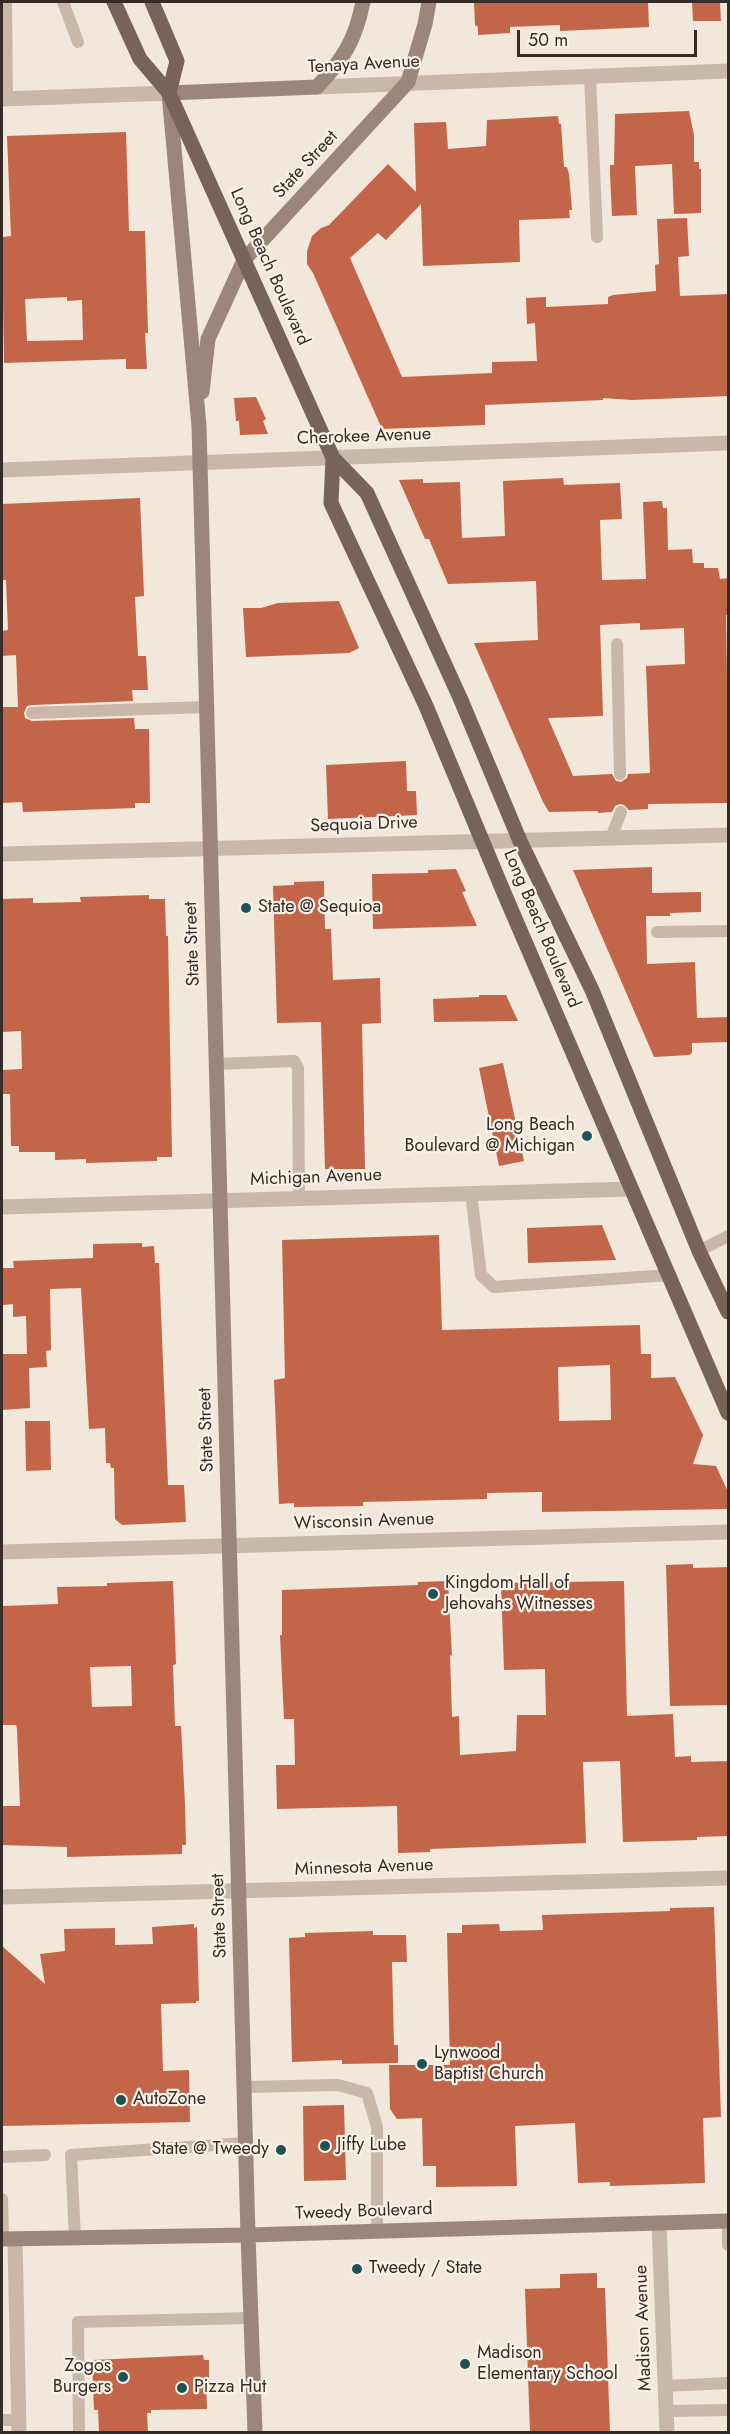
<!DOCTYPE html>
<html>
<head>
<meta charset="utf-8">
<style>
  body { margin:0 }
  #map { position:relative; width:730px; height:2434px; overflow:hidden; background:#f1e7db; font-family:Jost,sans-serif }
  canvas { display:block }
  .frame { position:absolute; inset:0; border:3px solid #352c28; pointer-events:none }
  .scale { position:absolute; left:517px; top:30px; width:180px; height:27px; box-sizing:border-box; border:3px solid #352c28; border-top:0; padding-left:8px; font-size:18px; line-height:21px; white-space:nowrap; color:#352c28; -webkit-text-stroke:4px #f9f1e7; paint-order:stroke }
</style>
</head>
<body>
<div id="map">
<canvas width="730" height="2434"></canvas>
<div class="frame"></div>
<div class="scale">50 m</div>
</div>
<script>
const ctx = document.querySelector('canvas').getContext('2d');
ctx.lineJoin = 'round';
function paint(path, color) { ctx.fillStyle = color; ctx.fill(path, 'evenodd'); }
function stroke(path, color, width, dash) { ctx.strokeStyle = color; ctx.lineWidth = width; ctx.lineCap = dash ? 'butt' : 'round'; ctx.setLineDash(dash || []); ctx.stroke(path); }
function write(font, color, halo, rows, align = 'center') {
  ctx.font = font + ' Jost,sans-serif'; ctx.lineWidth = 4.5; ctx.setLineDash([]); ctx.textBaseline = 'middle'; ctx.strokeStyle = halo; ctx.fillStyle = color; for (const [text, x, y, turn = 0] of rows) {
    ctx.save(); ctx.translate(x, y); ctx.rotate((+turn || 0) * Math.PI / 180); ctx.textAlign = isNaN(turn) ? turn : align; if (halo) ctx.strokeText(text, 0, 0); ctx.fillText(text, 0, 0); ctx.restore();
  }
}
const building = new Path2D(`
  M 476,2 L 648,2 L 649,27 L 560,31 L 560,25 L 510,27 L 510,33 L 478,35 L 478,27 L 475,25 L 474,3 Z
  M 692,2 L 720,2 L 721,21 L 693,21 Z
  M 689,111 L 694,135 L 694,162 L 699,162 L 699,169 L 701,169 L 701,213 L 674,214 L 672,164 L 635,166 L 637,215 L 612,216 L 610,173 L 610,165 L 614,165 L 615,114 Z
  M 558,116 L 559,124 L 561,124 L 564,167 L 567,167 L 569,174 L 572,210 L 569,210 L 570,218 L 519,220 L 520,262 L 423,266 L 421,204 L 386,240 L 378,233 L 350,258 L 402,377 L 492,373 L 492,362 L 537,361 L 535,323 L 527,324 L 526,298 L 546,297 L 546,307 L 608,304 L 608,297 L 613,295 L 656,291 L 655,265 L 659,264 L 657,219 L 687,218 L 689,256 L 678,257 L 680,296 L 729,294 L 729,396 L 632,400 L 603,398 L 603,400 L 485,405 L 485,425 L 382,429 L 313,273 L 307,264 L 307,251 L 312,236 L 321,228 L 329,225 L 388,164 L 416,192 L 414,123 L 446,122 L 448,149 L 486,146 L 487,120 Z
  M 126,132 L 129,231 L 145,231 L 148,333 L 145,333 L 147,369 L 126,369 L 126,359 L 4,363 L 2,237 L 11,236 L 7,136 ZM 67,297 L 67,301 L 82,300 L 83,340 L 27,341 L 25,299 Z
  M 256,397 L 266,419 L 263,421 L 268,434 L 240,435 L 239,421 L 236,421 L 234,398 Z
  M 563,478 L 564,485 L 620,483 L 622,519 L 600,520 L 602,580 L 646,579 L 643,502 L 662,501 L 663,508 L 667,508 L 668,550 L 692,549 L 693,563 L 704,563 L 704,568 L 718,568 L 720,579 L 729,578 L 729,615 L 726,615 L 729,803 L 648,804 L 648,809 L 629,810 L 624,805 L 620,804 L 615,806 L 612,812 L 598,813 L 598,811 L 549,812 L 543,802 L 474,643 L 538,640 L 536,581 L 448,584 L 429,539 L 425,539 L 399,480 L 423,479 L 423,483 L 460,482 L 462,538 L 505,536 L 503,481 ZM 640,623 L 640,630 L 684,628 L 685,664 L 646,666 L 650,773 L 628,774 L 627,778 L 621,782 L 616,781 L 612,774 L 573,776 L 548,718 L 603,716 L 600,625 Z
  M 140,498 L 144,596 L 135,597 L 138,656 L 146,656 L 148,690 L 132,690 L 133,701 L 32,705 L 27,706 L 24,713 L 25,718 L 32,721 L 134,718 L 135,729 L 149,729 L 150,803 L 135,803 L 135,808 L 23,812 L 22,802 L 2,803 L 2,707 L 18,707 L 16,655 L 2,656 L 2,631 L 8,630 L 6,580 L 2,580 L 2,504 Z
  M 339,601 L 359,648 L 349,653 L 246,657 L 243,608 L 261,608 L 278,603 Z
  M 406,761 L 407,791 L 416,791 L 417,815 L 328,819 L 326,765 Z
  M 652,867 L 652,893 L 701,892 L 701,912 L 670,913 L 670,916 L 646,916 L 647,964 L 695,962 L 697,1018 L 729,1017 L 729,1042 L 692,1043 L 692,1053 L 689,1055 L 654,1057 L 573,870 Z
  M 456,869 L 466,891 L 462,892 L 477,926 L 373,929 L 372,874 L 428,873 L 428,870 Z
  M 324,881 L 325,929 L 331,929 L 333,980 L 380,978 L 381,1023 L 362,1024 L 365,1169 L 325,1169 L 321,1022 L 277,1023 L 273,886 L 294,885 L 294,882 Z
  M 149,895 L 149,899 L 165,899 L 166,936 L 168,936 L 172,1157 L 157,1157 L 157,1161 L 86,1163 L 86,1159 L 55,1160 L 55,1152 L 19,1152 L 19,1146 L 11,1146 L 10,1094 L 2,1094 L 2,1070 L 22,1069 L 21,1031 L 2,1032 L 2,899 L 33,898 L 33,903 L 81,902 L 80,897 Z
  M 479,995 L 506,995 L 518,1021 L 434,1022 L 433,999 L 479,997 Z
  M 503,1063 L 524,1161 L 499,1166 L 479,1068 Z
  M 602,1225 L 616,1260 L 528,1263 L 527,1228 Z
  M 439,1235 L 442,1330 L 640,1325 L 641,1354 L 651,1354 L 651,1378 L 675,1377 L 703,1435 L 693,1464 L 716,1466 L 729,1494 L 729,1509 L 542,1512 L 542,1492 L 487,1493 L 487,1499 L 363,1502 L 363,1506 L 294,1507 L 294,1503 L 279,1504 L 274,1380 L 285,1378 L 282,1240 ZM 610,1365 L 611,1420 L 559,1421 L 558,1367 Z
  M 142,1243 L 142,1247 L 154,1246 L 155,1263 L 159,1263 L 168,1485 L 184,1485 L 186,1522 L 122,1525 L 115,1519 L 114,1468 L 111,1468 L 110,1463 L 106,1463 L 105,1428 L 89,1429 L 81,1288 L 50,1289 L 51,1350 L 46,1351 L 47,1367 L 29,1368 L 30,1408 L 2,1410 L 2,1354 L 27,1354 L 26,1316 L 13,1317 L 13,1304 L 3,1305 L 2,1268 L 14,1268 L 13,1261 L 93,1258 L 93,1244 Z
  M 25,1421 L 50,1421 L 51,1470 L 26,1471 Z
  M 693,1564 L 693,1568 L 729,1567 L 729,1705 L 670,1706 L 666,1565 Z
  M 173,1581 L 176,1664 L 173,1665 L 175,1726 L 181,1726 L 185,1804 L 186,1845 L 182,1845 L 182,1854 L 67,1857 L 67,1847 L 2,1845 L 2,1806 L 20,1806 L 17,1729 L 16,1725 L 2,1725 L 2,1606 L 58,1604 L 57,1587 L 107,1586 L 107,1583 ZM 131,1666 L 132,1706 L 92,1707 L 90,1667 Z
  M 448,1581 L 452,1656 L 450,1655 L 452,1717 L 459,1716 L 460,1755 L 516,1751 L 517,1715 L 546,1715 L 545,1669 L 504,1670 L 501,1583 L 624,1581 L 627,1716 L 673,1714 L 675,1757 L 691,1756 L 691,1762 L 729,1761 L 729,1836 L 697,1837 L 697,1840 L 623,1842 L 620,1761 L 583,1762 L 586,1843 L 430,1849 L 430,1852 L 398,1853 L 397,1806 L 277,1809 L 276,1765 L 295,1765 L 294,1719 L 284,1719 L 280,1635 L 282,1635 L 282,1590 L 418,1585 L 418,1582 Z
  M 714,1907 L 721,2117 L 703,2118 L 705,2183 L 610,2186 L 610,2182 L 578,2183 L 575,2123 L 515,2126 L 517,2186 L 436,2187 L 436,2166 L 423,2166 L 422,2118 L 397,2119 L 390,2109 L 389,2065 L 450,2065 L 447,1933 L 462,1933 L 462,1925 L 499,1924 L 500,1931 L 543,1930 L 542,1915 L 670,1911 L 670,1908 Z
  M 194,1924 L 194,1928 L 197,1927 L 199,2001 L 196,2001 L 196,2003 L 161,2004 L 163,2071 L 189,2070 L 190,2122 L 2,2126 L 2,1946 L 45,1984 L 40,1954 L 65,1951 L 64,1929 L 115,1928 L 115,1945 L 153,1944 L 152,1927 Z
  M 373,1931 L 373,1935 L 406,1935 L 407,1962 L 392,1962 L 394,2045 L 398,2045 L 398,2063 L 342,2064 L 342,2060 L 292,2062 L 289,1938 L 305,1937 L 305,1933 Z
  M 344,2105 L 346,2180 L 304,2181 L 303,2106 Z
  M 597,2273 L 597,2288 L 605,2288 L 610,2433 L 530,2433 L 525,2289 L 560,2288 L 560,2274 Z
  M 203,2355 L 204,2360 L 209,2360 L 209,2378 L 206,2378 L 207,2409 L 151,2410 L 151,2413 L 147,2413 L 148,2433 L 99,2433 L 98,2410 L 94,2410 L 92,2360 Z`);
const service = new Path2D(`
  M 6,2 L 7,99
  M 63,2 L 78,42
  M 590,76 L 597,237
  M 617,644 L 620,774
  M 32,713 L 206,707
  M 611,838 L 621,812
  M 657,932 L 728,931
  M 216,1064 L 294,1061 L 298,1068 L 299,1198
  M 471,1193 L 481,1275 L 494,1287 L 670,1275
  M 699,1251 L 728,1236
  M 244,2087 L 338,2085 L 367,2093 L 377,2127 L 377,2230
  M 2,2157 L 45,2155
  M 2,2199 L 3,2239
  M 728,2221 L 728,2245
  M 75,2239 L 71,2155 L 245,2143
  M 665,2386 L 728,2383
  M 666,2411 L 728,2410
  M 2,2420 L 19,2420
  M 79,2432 L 78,2322 L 251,2318`);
const minor = new Path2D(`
  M 317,87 L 728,71
  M 2,99 L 169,93
  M 2,470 L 728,443
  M 2,854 L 728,835
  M 2,1207 L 631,1189
  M 2,1552 L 728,1532
  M 2,1897 L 728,1878
  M 659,2223 L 667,2432
  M 15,2240 L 19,2432`);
const secondary = new Path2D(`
  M 202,392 L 208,339 L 244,260 L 408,82 L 425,24 L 429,2
  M 2,2239 L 248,2235 L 728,2221
  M 255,2432 L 248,2235 L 199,426 L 169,93 L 317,87 C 344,58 355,41 363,2`);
const primary = new Path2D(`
  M 114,2 L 140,59 L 169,93 L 333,458 L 367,493 L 461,700 L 520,841 L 592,990 L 699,1251 L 728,1312
  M 152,2 L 177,61 L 169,93
  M 333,458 L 331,503 L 426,706 L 504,893 L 728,1413`);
const markers = [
  [246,908,6,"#1e5256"],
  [587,1136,6,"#1e5256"],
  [433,1594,6,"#1e5256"],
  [422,2064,6,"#1e5256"],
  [121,2100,6,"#1e5256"],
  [325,2146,6,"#1e5256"],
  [281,2150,6,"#1e5256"],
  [357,2269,6,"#1e5256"],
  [465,2364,6,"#1e5256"],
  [123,2377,6,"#1e5256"],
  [182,2388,6,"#1e5256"]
];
const streetNames = [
  ["Tenaya Avenue",364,65,-3],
  ["State Street",306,165,-47],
  ["Long Beach Boulevard",269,267,66],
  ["Cherokee Avenue",364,437,-2],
  ["Sequoia Drive",364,825,-2],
  ["Long Beach Boulevard",541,929,67],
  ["State Street",193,944,-92],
  ["Michigan Avenue",316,1178,-2],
  ["State Street",207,1430,-92],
  ["Wisconsin Avenue",364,1522,-2],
  ["Minnesota Avenue",364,1868,-2],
  ["State Street",220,1916,-92],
  ["Tweedy Boulevard",364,2212,-2],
  ["Madison Avenue",644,2328,-92]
];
const poiNames = [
  ["State @ Sequioa",258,908],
  ["Long Beach",575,1126,"right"],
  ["Boulevard @ Michigan",575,1147,"right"],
  ["Kingdom Hall of",445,1584],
  ["Jehovahs Witnesses",445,1605],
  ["Lynwood",434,2054],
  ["Baptist Church",434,2075],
  ["AutoZone",133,2100],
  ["Jiffy Lube",337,2146],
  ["State @ Tweedy",269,2150,"right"],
  ["Tweedy / State",369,2269],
  ["Madison",477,2354],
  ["Elementary School",477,2375],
  ["Zogos",111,2367,"right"],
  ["Burgers",111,2388,"right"],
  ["Pizza Hut",194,2388]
];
paint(building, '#c26548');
stroke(service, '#c9b7a7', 12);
stroke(minor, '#c9b7a7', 15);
stroke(secondary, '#9c8679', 15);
stroke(primary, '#776359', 15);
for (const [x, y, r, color] of markers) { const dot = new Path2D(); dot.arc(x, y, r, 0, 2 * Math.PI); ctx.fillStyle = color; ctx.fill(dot); stroke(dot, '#f9f1e7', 2); }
write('18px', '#352c28', '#f9f1e7', streetNames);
write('18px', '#352c28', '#f9f1e7', poiNames, 'left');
</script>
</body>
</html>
□ □ □ □
In the entries above, which lines hold the string "rows"? Report all of them.

function write(font, color, halo, rows, align = 'center') {
  ctx.font = font + ' Jost,sans-serif'; ctx.lineWidth = 4.5; ctx.setLineDash([]); ctx.textBaseline = 'middle'; ctx.strokeStyle = halo; ctx.fillStyle = color; for (const [text, x, y, turn = 0] of rows) {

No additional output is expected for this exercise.